O Anuário Brasílico da Ensino Básica 2025 apontou desigualdades na oferta de infraestrutura básica das escolas públicas nas diferentes regiões do país, incluindo entrada à chuva potável, vigor elétrica, coleta de lixo, rede pública de esgoto, banheiros e cozinha. Elaborado pela organização Todos Pela Ensino, Instalação Santillana e Editora Moderna, o levantamento foi divulgado nesta quinta-feira (25), chegando a sua 12ª edição.
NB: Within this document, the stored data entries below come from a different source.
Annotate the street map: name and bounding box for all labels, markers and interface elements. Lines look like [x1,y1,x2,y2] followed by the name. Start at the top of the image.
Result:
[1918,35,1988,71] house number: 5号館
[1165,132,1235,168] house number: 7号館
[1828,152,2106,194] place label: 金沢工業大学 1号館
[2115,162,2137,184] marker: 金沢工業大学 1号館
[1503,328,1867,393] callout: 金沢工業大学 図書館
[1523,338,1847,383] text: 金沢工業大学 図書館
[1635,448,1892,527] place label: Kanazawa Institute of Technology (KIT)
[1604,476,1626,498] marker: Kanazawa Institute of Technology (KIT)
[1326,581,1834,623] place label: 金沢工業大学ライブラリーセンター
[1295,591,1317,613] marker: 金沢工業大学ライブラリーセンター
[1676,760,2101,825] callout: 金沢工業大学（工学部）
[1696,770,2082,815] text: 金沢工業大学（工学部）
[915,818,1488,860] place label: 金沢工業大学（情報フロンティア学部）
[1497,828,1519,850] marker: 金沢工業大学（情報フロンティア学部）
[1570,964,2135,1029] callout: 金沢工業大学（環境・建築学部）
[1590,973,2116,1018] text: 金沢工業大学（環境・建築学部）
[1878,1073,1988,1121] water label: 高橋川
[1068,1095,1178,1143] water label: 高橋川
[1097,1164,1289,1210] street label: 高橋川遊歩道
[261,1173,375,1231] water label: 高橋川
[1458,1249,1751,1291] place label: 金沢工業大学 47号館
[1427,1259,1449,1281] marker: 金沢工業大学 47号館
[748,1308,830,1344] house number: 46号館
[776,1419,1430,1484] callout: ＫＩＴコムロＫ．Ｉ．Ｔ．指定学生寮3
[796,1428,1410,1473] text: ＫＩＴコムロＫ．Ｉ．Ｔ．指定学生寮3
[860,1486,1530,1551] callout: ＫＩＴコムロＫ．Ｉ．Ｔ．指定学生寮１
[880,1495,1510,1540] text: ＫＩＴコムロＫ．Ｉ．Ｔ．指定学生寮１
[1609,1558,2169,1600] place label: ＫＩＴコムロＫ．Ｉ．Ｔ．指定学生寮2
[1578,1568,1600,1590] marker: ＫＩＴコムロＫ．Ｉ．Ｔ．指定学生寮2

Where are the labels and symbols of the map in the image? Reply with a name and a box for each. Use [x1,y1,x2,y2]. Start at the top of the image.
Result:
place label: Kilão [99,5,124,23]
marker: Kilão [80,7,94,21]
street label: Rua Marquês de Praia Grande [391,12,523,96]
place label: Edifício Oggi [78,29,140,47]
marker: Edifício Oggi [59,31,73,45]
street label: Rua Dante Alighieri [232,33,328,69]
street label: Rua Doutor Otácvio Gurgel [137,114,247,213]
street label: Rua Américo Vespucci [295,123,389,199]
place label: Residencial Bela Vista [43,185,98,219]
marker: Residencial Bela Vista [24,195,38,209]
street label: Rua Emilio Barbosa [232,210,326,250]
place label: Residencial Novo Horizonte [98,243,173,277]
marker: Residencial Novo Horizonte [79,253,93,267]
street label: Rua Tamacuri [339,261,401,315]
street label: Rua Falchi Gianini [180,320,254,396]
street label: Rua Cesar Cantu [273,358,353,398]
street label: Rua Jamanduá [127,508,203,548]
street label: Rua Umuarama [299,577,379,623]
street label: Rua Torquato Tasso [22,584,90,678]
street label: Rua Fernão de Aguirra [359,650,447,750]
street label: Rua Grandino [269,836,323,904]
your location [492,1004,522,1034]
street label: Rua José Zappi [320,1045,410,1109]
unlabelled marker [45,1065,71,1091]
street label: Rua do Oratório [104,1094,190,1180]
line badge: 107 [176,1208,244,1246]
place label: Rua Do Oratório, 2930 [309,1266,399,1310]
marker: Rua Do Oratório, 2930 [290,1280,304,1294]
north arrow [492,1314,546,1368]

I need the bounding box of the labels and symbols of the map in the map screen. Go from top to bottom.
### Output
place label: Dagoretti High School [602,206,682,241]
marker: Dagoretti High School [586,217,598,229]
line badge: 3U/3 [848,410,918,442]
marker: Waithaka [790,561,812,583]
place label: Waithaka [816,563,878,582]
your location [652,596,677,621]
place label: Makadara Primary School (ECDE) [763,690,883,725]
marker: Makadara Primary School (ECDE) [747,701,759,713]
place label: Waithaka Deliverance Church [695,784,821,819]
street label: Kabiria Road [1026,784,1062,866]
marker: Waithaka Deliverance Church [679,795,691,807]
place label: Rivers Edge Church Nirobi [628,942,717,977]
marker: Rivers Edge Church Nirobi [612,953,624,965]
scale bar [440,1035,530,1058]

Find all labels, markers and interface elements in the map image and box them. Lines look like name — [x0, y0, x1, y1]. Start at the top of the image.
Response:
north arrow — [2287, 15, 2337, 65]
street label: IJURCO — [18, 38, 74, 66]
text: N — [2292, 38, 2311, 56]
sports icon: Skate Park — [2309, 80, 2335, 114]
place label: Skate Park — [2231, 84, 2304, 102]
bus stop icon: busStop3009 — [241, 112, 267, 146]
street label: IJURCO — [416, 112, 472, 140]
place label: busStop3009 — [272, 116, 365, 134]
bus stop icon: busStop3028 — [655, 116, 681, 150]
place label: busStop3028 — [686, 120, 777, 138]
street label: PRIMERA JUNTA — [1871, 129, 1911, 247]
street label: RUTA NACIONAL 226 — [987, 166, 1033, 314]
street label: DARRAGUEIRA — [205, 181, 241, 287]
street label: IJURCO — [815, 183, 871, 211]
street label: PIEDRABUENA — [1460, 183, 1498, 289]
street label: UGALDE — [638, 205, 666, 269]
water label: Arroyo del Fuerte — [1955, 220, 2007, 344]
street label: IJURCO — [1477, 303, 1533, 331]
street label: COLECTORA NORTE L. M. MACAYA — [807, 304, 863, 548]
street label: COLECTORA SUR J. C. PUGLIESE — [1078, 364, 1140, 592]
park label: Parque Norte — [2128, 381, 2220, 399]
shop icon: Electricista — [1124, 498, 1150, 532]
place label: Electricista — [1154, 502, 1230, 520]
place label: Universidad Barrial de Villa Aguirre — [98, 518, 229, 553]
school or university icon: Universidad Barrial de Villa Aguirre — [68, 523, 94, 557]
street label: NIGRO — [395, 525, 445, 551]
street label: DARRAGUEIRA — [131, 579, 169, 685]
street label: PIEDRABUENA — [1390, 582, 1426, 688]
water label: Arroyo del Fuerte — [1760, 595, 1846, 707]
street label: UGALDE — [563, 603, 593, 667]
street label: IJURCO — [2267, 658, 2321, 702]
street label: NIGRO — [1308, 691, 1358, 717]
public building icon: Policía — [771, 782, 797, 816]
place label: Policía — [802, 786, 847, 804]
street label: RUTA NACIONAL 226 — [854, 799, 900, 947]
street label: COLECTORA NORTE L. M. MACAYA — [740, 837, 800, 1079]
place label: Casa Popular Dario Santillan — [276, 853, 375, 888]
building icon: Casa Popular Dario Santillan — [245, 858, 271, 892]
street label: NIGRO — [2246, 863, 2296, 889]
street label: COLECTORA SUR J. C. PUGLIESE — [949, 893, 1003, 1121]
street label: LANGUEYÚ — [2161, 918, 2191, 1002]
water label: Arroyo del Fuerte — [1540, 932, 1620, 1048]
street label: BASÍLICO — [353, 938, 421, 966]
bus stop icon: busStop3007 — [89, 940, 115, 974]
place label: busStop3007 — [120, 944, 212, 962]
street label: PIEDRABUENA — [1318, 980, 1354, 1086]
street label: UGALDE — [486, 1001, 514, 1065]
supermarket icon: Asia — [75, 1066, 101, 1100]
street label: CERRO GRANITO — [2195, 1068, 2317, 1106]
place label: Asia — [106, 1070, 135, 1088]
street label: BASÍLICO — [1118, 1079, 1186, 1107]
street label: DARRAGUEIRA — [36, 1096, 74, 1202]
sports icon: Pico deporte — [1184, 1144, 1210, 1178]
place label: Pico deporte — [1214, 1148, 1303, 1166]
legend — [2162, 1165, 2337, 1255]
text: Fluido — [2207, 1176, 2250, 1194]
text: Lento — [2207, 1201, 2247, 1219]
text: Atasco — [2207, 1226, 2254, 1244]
Embora 95% das escolas públicas contem com os itens básicos de infraestrutura, há maior carência em dois itens: unicamente 48,2% das unidades estão conectadas à rede pública de esgoto, e mais de 20% ainda não têm serviço de coleta de lixo.
No recorte por região, unicamente 9,3% das escolas públicas no Setentrião e 30,8% no Nordeste têm rede pública de esgoto, enquanto o índice chega a 84,7% das unidades do Sudeste, 56,9% no Sul e 47,8% no Núcleo-Oeste. Mais da metade das escolas do Setentrião (54%) não tem coleta de lixo, enquanto quase todas as escolas do Sul (97,2%) contam com o serviço.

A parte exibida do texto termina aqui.